#### Task directions:
In the records below, count each line where the word "patternUnits" appears, and reply with that number only.

#### Data in this exercise:

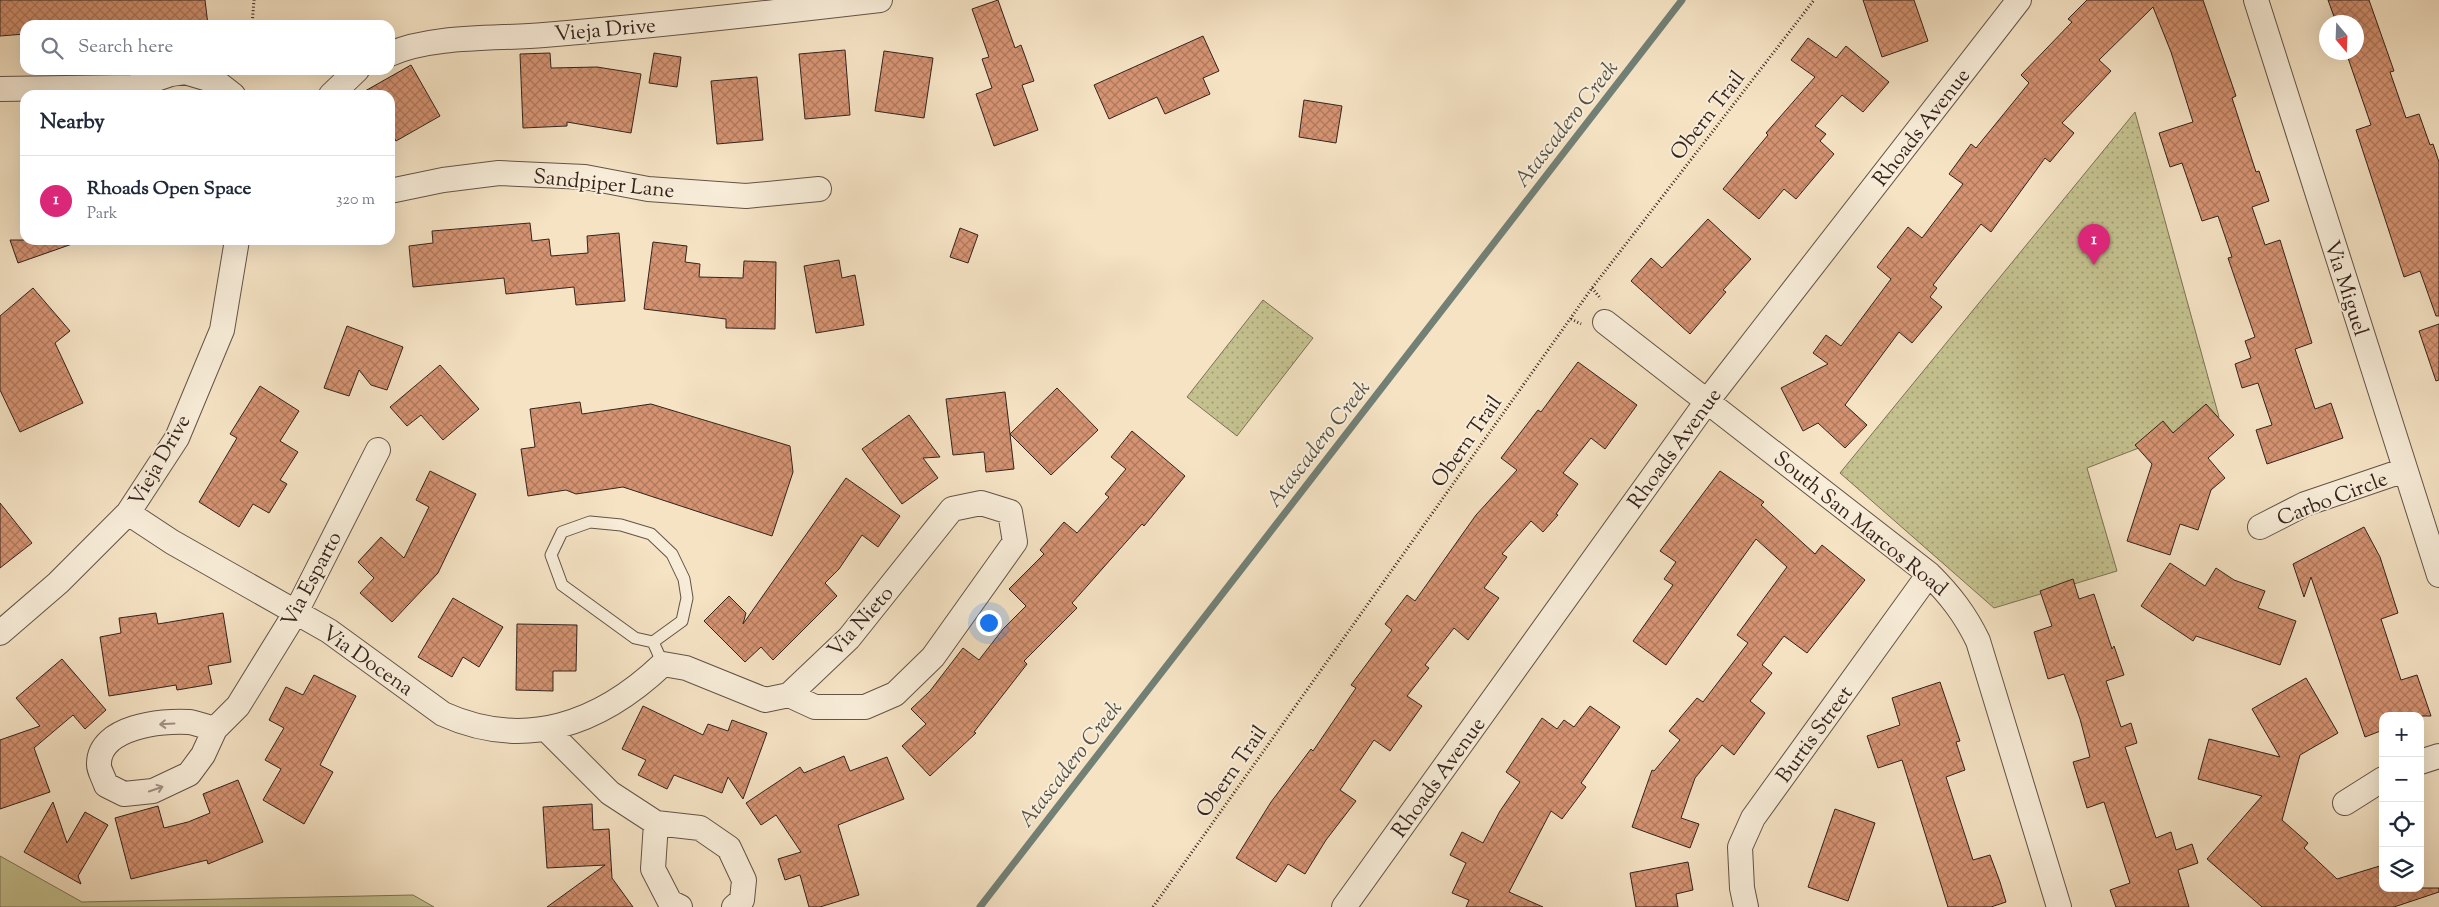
<!DOCTYPE html>
<meta charset="utf-8">
<style>
body{margin:0;font-family:"Sorts Mill Goudy",serif;background:#f2f2f3;color:#1f2937}
.controls{position:absolute;right:15px;bottom:15px;display:grid;overflow:hidden;border-radius:10px;box-shadow:0 5px 20px #0002}
.controls button{width:45px;height:45px;display:grid;place-items:center;padding:0;border:0;border-bottom:1px solid #e0e1e3;background:#fff;color:#1f2937;font:25px sans-serif}
.compass{position:absolute;left:2319px;top:15px;width:45px;height:45px;border-radius:50%;background:#fff;box-shadow:0 5px 20px #0002;rotate:161deg}
.you{position:absolute;left:988px;top:622px;width:18px;height:18px;margin:-12px;border:4px solid #fff;border-radius:50%;background:#1a73e8;box-shadow:0 0 0 8px #1a73e833}
.badge{display:grid;place-items:center;width:32px;height:32px;border-radius:50%;background:#db2777;color:#fff;font-size:16px;font-weight:700}
.pin{position:absolute;translate:-50% -41px;filter:drop-shadow(0 1px 2px #0008)}
.pin::after{content:'';position:absolute;top:26px;width:18px;height:15px;background:inherit;clip-path:polygon(0 0,100% 0,50% 100%)}
.list{margin:0;padding:0;list-style:none}
h2{display:flex;justify-content:space-between;align-items:center;height:65px;margin:0;padding:0 20px;font-size:21px}
h2 small{font-size:16px;font-weight:400;color:#747a83}
.list li{display:grid;grid-template-columns:32px 1fr auto;gap:15px;align-items:center;box-sizing:border-box;height:90px;padding:0 20px;border-top:1px solid #e0e1e3}
.list b{display:block;font-size:19px;white-space:nowrap}
.list p{margin:0;font-size:16px;white-space:nowrap;color:#747a83}
.list em{font-size:16px;font-style:normal;color:#747a83}
.icon{flex:none;width:28px;height:28px;fill:none;stroke:currentColor;stroke-width:2;stroke-linecap:round;stroke-linejoin:round}
.map{position:relative;flex:none;width:2439px;height:907px;overflow:hidden}
.search{position:absolute;background:#fff;box-shadow:0 5px 20px #0002;left:20px;top:20px;width:375px;height:55px;display:flex;align-items:center;gap:12px;box-sizing:border-box;padding:0 18px;border-radius:15px;color:#747a83;font-size:19px}
.panel{position:absolute;background:#fff;box-shadow:0 5px 20px #0002;left:20px;top:90px;width:375px;height:155px;border-radius:15px}
.map>svg:first-child{display:block}
.grass{fill:#c4c18f;stroke:#7c7256}
.park{fill:url(#park-dots);stroke:#7c7256}
.lines{fill:none;stroke-linecap:round;stroke-linejoin:round}
.stream{stroke:#728076;stroke-width:7}
.building{fill:url(#building-cross-hatch);stroke:#34231d}
.lane-casing{stroke:#645347;stroke-width:13}
.street-casing{stroke:#645347;stroke-width:26}
.path{stroke:#34231d;stroke-width:3;stroke-dasharray:1 2.5;stroke-linecap:butt}
.lane{stroke:#f8edd9;stroke-width:11}
.street{stroke:#f8edd9;stroke-width:24}
.oneway{stroke:#a09284}
.labels{text-anchor:middle;stroke-width:4;stroke-linejoin:round;paint-order:stroke}
.street-label{font-size:21px;fill:#34231d;stroke:#f8edd9}
.water-label{font-size:22px;font-style:italic;fill:#535249;stroke:#f8edd9}
</style>
<div class="map">
<svg width="2439" height="907" viewBox="0 0 2439 907">
<defs>
<pattern id="park-dots" width="8" height="8" patternUnits="userSpaceOnUse" patternTransform="scale(1.25)"><rect width="8" height="8" fill="#c4c18f"/><path d="M2 2h.1M6 6h.1" fill="none" stroke="#a09c74" stroke-width="1.8" stroke-linecap="round"/></pattern>
<pattern id="building-cross-hatch" width="8" height="8" patternUnits="userSpaceOnUse" patternTransform="scale(1.25)"><rect width="8" height="8" fill="#d59372"/><path d="M0 0l8 8M0 8l8-8" fill="none" stroke="#ae785d"/></pattern>
</defs>
<rect width="100%" height="100%" fill="#f5e3c4"/>
<filter id="stains"><feTurbulence type="fractalNoise" baseFrequency=".004" numOctaves="4"/><feColorMatrix values="0 0 0 0 .2 0 0 0 0 .09 0 0 0 0 .02 0 0 0 .5 -.17"/></filter>
<radialGradient id="worn" r=".72"><stop offset=".6" stop-color="#630" stop-opacity="0"/><stop offset="1" stop-color="#630" stop-opacity=".3"/></radialGradient>
<!-- grass -->
<path class="grass" d="M0,856L82,902L413,895L434,907H0Z"/>
<!-- park -->
<path class="park" d="M2135,112L2219,417L2087,468L2117,571L1994,608L1840,473Z
M1263,300L1313,338L1237,436L1187,397Z"/>
<g class="lines">
<!-- stream -->
<path class="stream" d="M980,907L1682,0"/>
</g>
<!-- building -->
<path class="building" d="M0,0H205L208,25H25V34L0,36Z
M998,0L1015,48L1021,45L1034,81L1022,85L1038,130L994,146L976,94L992,88L982,59L989,57L972,9Z
M1863,0H1914L1928,41L1882,57Z
M2087,0H2203L2236,96L2232,98L2256,172L2259,171L2269,201L2252,207L2265,245L2280,240L2312,343L2295,349L2315,409L2331,403L2343,438L2267,464L2256,430L2272,425L2258,383L2242,388L2235,364L2251,358L2245,341L2255,337L2228,258L2232,257L2218,216L2202,221L2182,163L2170,167L2159,133L2193,122L2171,52L2153,7L2099,60L2111,71L2062,123L2074,133L2050,162L2045,158L1991,232L1981,224L1933,285L1937,288L1930,297L1942,307L1912,343L1899,332L1845,405L1867,425L1845,448L1818,423L1803,431L1781,388L1828,364L1813,353L1826,335L1841,346L1891,279L1877,267L1908,227L1922,238L1963,184L1949,174L1971,144L1976,148L2029,83L2021,75L2072,22L2068,19Z
M2328,0H2369L2394,71L2390,72L2406,118L2419,114L2430,145L2433,144L2439,162V316H2436L2420,271L2404,277L2356,130L2371,125L2346,52H2356V22H2336Z
M1203,36L1219,71L1203,78L1210,94L1165,114L1157,97L1109,119L1094,85Z
M1808,38L1836,58L1846,46L1889,82L1863,112L1842,95L1815,126L1826,134L1820,141L1834,154L1796,199L1784,189L1759,219L1723,189L1768,135L1766,133L1815,77L1791,60Z
M845,50L850,115L805,119L799,54Z
M884,51L933,58L924,118L875,111Z
M550,53L551,68L597,67L641,74L631,133L567,122V126L523,128L520,54Z
M654,53L681,57L677,87L649,83Z
M411,65L440,116L396,141L390,130V95H358Z
M757,77L763,140L717,144L711,81Z
M1304,100L1342,106L1336,143L1299,137Z
M1708,219L1751,259L1723,290L1726,292L1690,334L1631,281L1651,258L1662,268Z
M530,223L532,241L549,239L551,256L588,253L587,236L619,233L625,301L576,305L574,287L506,294L504,278L413,287L409,246L433,243L432,231Z
M960,228L978,235L968,263L950,257Z
M10,240H75V243L18,263Z
M653,242L687,246L685,262L700,264L699,277L743,278L744,261L776,262L775,329L726,328V319L644,309Z
M839,260L842,278L855,275L864,325L816,333L804,266Z
M33,288L70,331L55,343L83,403L20,432L0,390V316Z
M2439,324V380L2436,381L2419,331Z
M347,326L403,347L387,390L371,385L359,370L349,396L324,388Z
M1578,362L1637,405L1605,449L1591,438L1563,473L1578,484L1556,514L1558,515L1543,532L1531,521L1502,554L1507,557L1484,588L1499,598L1468,640L1454,628L1425,665L1429,668L1407,696L1422,706L1390,751L1374,740L1340,790L1356,801L1326,840L1305,874L1288,864L1276,882L1236,858L1271,802L1311,749L1313,751L1356,688L1351,685L1392,630L1385,624L1407,595L1415,601L1476,515L1517,470L1501,458L1538,410L1541,412Z
M440,365L479,409L443,440L421,415L407,426L390,407Z
M260,386L299,411L280,441L298,452L280,480L287,484L269,513L253,504L239,527L199,502L237,438L230,434Z
M1057,388L1098,430L1051,475L1010,434L1014,469L986,472L984,452L953,455L946,399L1005,392L1010,434Z
M580,402L582,414L651,404L790,446L793,472L772,536L623,487L576,494L566,490L528,496L521,449L535,447L530,409Z
M2206,404L2234,435L2208,458L2225,478L2211,490L2198,530L2180,524L2170,555L2127,541L2152,464L2135,445L2163,421L2173,433Z
M909,415L940,457L923,458L938,478L902,504L862,449Z
M1132,431L1185,476L1144,526L1142,524L1072,603L1077,608L1024,661L1027,664L974,732L976,733L930,776L902,746L926,724L911,709L930,691L963,648L979,660L1003,629L1026,606L1009,589L1044,554L1040,550L1064,522L1077,533L1109,497L1105,494L1126,469L1111,457Z
M430,471L476,494L438,573L392,622L360,593L374,578L358,562L381,537L404,558L429,507L416,500Z
M1720,471L1764,502L1761,505L1815,554L1822,545L1865,580L1807,653L1784,636L1762,665L1772,673L1750,701L1765,713L1734,755L1722,745L1695,778L1681,818L1699,824L1690,848L1632,827L1652,770L1654,771L1680,740L1669,731L1697,698L1703,702L1748,643L1737,635L1787,567L1756,539L1666,665L1633,641L1673,585L1664,579L1676,562L1660,551Z
M846,478L900,516L878,547L862,535L839,569L825,583L837,596L773,660L761,647L745,662L704,621L729,596L746,613L743,624Z
M0,503L32,543L0,568Z
M2364,527L2380,557L2398,613L2381,619L2401,680L2417,675L2431,716H2383V730L2365,737L2311,577L2304,597L2293,564Z
M2170,563L2205,586L2216,568L2234,580L2265,591L2258,608L2296,621L2280,665L2196,636L2193,641L2141,606Z
M2073,579L2079,599L2094,594L2112,649L2114,646L2124,675L2106,681L2121,727L2131,723L2137,743L2125,747L2156,838L2171,832L2176,850L2192,844L2198,863L2178,870L2189,907H2116L2110,890L2130,883L2104,802L2087,808L2073,762L2090,757L2080,719L2064,674L2048,679L2034,632L2052,626L2040,591Z
M453,598L503,627L479,667L463,657L452,677L418,657Z
M156,613L158,624L223,613L231,662L208,666L212,684L177,690L176,685L109,696L100,637L121,633L119,618Z
M517,624L577,625L576,671H553V691L516,690Z
M62,659L106,710L85,729L73,715L34,748L50,792L0,809V740L40,726L16,698Z
M314,675L356,696L320,765L333,772L304,824L263,800L281,769L265,760L284,728L269,720L286,687L303,695Z
M2306,678L2338,733L2300,755L2282,820L2308,843L2304,848L2337,879L2383,865V888H2439V892L2394,907H2262L2207,859L2262,796L2198,779L2209,739L2280,757L2252,709Z
M1940,682L1960,741L1956,742L1965,770L1946,777L1973,860L1990,855L2000,882L2006,902L1991,907H1948L1902,760L1878,768L1867,736L1900,725L1892,698Z
M643,706L703,735L708,724L728,731L732,720L767,733L743,799L728,777L722,793L674,775L667,789L638,775L646,760L622,749Z
M1590,706L1620,727L1581,783L1586,787L1562,819L1551,811L1509,892L1543,907H1466L1469,900L1452,893L1466,863L1450,855L1462,832L1483,843L1500,811L1520,782L1506,772L1542,718L1557,729L1564,720L1574,727Z
M844,756L850,771L887,757L904,799L838,825L859,895L820,907H809L800,875L785,880L778,859L801,852L776,815L761,825L746,803L800,767L804,773Z
M238,780L263,842L208,864L207,860L131,879L115,818L158,806L164,828L188,822L210,813L203,794Z
M53,802L67,843L85,812L108,825L78,876L81,884L24,852Z
M592,804L593,830L609,829L612,878L633,907H547L605,865L547,868L543,807Z
M1835,809L1875,823L1848,901L1808,887Z
M1688,862L1693,890L1676,894L1678,907H1636L1630,873Z"/>
<g class="lines">
<defs>
<path id="lane" d="M653,642L635,638L562,585L551,555L562,532L590,522L621,525L651,534L672,554L684,579L687,598L682,621L653,642L663,664"/>
<path id="street" d="M2256,0L2439,575
M390,54C432,35 497,39 544,35C656,26 768,13 880,0
M0,89L133,87L171,74L185,72L215,81L233,95
M331,95L357,70
M390,191L443,180L499,173L585,177L648,189L746,196L819,189
M1605,322L1929,574C1950,595 1965,614 1978,641L2059,907
M128,513L172,542L329,631L443,714C525,751 600,724 663,664L686,668L765,700L789,695L849,638L952,509L981,503L1010,512L1015,542L933,657L895,694L865,707H815L789,695
M2260,527L2305,504L2405,470
M0,633L58,583L128,513L177,438L222,330L237,240
M215,729C206,727 197,723 189,722C161,720 100,727 99,763C98,769 104,778 106,785L124,794L153,791L189,774L203,755L215,729L238,706L296,612L378,450
M547,730L610,793L656,823L700,828L729,848L744,880L742,900L734,907
M2420,762L2439,756
M2345,803L2383,779
M656,823L653,869L670,902L680,907
M1344,907L1708,400L2019,0
M1746,907L1742,888L1740,847L1753,818L1929,574"/>
</defs>
<!-- lane casing -->
<use href="#lane" class="lane-casing"/>
<!-- street casing -->
<use href="#street" class="street-casing"/>
<!-- path -->
<path class="path" d="M252,25L254,0
M1592,288L1601,299
M1571,319L1581,324
M1153,907L1592,288L1814,0"/>
<!-- lane -->
<use href="#lane" class="lane"/>
<!-- street -->
<use href="#street" class="street"/>
</g>
<!-- one-way arrows -->
<defs><path id="oneway-shaft" d="M-6 0H5M1.5-3L5.5 0L1.5 3" fill="none" stroke-width="1.6" stroke-linecap="round" stroke-linejoin="round" transform="scale(1.25)"/></defs>
<g class="oneway">
<use href="#oneway-shaft" transform="translate(167 724) rotate(177)"/>
<use href="#oneway-shaft" transform="translate(156 789) rotate(-19)"/>
</g>
<g class="labels">
<!-- street labels -->
<g class="street-label">
<text transform="translate(605 29) rotate(-5)" y="7">Vieja Drive</text>
<text transform="translate(1707 115) rotate(-52)" y="7">Obern Trail</text>
<text transform="translate(1921 127) rotate(-52)" y="7">Rhoads Avenue</text>
<text transform="translate(604 183) rotate(6)" y="7">Sandpiper Lane</text>
<text transform="translate(2347 288) rotate(72)" y="7">Via Miguel</text>
<text transform="translate(1466 441) rotate(-55)" y="7">Obern Trail</text>
<text transform="translate(1674 448) rotate(-54)" y="7">Rhoads Avenue</text>
<text transform="translate(159 460) rotate(-60)" y="7">Vieja Drive</text>
<text transform="translate(2332 498) rotate(-21)" y="7">Carbo Circle</text>
<text transform="translate(1861 523) rotate(39)" y="7">South San Marcos Road</text>
<text transform="translate(311 579) rotate(-62)" y="7">Via Esparto</text>
<text transform="translate(860 621) rotate(-48)" y="7">Via Nieto</text>
<text transform="translate(368 660) rotate(35)" y="7">Via Docena</text>
<text transform="translate(1814 734) rotate(-54)" y="7">Burtis Street</text>
<text transform="translate(1231 771) rotate(-55)" y="7">Obern Trail</text>
<text transform="translate(1438 777) rotate(-54)" y="7">Rhoads Avenue</text>
</g>
<!-- water labels -->
<g class="water-label">
<text transform="translate(1565 123) rotate(-52)" y="8">Atascadero Creek</text>
<text transform="translate(1317 443) rotate(-52)" y="8">Atascadero Creek</text>
<text transform="translate(1069 763) rotate(-52)" y="8">Atascadero Creek</text>
</g>
</g>
<rect width="100%" height="100%" filter="url(#stains)"/>
<rect width="100%" height="100%" fill="url(#worn)"/>
</svg>
<div class="controls">
<button>+</button>
<button>−</button>
<button><svg class="icon" aria-label="locate" viewBox="0 0 24 24"><circle cx="12" cy="12" r="6"/><path d="M12 2v4M12 18v4M2 12h4M18 12h4"/></svg></button>
<button><svg class="icon" aria-label="layers" viewBox="0 0 24 24"><path d="M12 4l9 5-9 5-9-5zM3 14l9 5 9-5"/></svg></button>
</div>
<svg class="compass" viewBox="-18 -18 36 36"><path d="M0-13l5 13h-10z" fill="#e53935"/><path d="M0 13l5-13h-10z" fill="#747a83"/></svg>
<div class="you"></div>
<div class="pin badge" style="left:2094px;top:265px">1</div>
<div class="search"><svg class="icon" aria-label="search" viewBox="0 0 24 24"><circle cx="10" cy="10" r="6"/><path d="M15 15l6 6"/></svg>Search here</div>
<section class="panel">
<h2>Nearby<small></small></h2>
<ul class="list">
<li><span class="badge">1</span><div><b>Rhoads Open Space</b><p>Park</p></div><em>320 m</em></li>
</ul>
</section>
</div>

#### Solution for this problem:
2